Now I can focus the Crown Graphic accurately without needing to use the screen, (when hand-held), Graphic screens are quite poor & dim. 

So once I discover what focal length lens this Speed Graphic's  range-finders been set for I'll fit one and check the calibration, I suspect it's around 90mm. I know how to re-calibrate it if needs be.

Ian


----------



## Mitica100 (Aug 18, 2008)

Gorgeous!


----------



## IanG (Sep 6, 2008)

Today I've been offered new half silvered (beansplitter) glass for the range-finders on my 3 Graphics so once fitted the rangefinders will be as good as new, for another 50-80 years 

Ian


----------



## IanG (Dec 10, 2016)

Recently I discovered a set of bellows that came  with a box of Graflex parts I'd bought from a photographer in Paris.
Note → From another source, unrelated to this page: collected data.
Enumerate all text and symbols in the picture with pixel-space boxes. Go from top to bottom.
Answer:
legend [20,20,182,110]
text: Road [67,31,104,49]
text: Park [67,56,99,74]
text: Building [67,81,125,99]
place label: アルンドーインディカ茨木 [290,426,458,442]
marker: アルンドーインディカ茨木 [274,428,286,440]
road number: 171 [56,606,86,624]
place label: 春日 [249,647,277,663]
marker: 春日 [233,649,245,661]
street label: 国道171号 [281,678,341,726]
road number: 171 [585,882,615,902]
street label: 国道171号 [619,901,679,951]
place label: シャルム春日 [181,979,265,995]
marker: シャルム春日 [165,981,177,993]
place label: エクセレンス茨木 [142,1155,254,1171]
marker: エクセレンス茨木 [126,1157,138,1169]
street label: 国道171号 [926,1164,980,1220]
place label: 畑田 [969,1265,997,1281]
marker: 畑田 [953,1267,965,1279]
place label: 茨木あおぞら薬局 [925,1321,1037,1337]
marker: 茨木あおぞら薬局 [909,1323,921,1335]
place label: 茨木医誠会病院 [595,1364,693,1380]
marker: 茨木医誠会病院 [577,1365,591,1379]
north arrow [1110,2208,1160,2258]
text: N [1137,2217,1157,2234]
I was restoring a Pacemaker Speed Graphic for a friend and fitting new Chinese bellows for him and compared them to the bellows I'd found they weren't the same but I realised they might fit an older Speed Graphic, they did perfectly 

So now the bellows no longer sag like this:






Instead . . . . 









Currently I've mounted a spare  5¾" f4.5  TTH Cooke Series II lens, but main use will be with the Petzval.

Ian


----------



## minicoop1985 (Dec 10, 2016)

Oooh purty


----------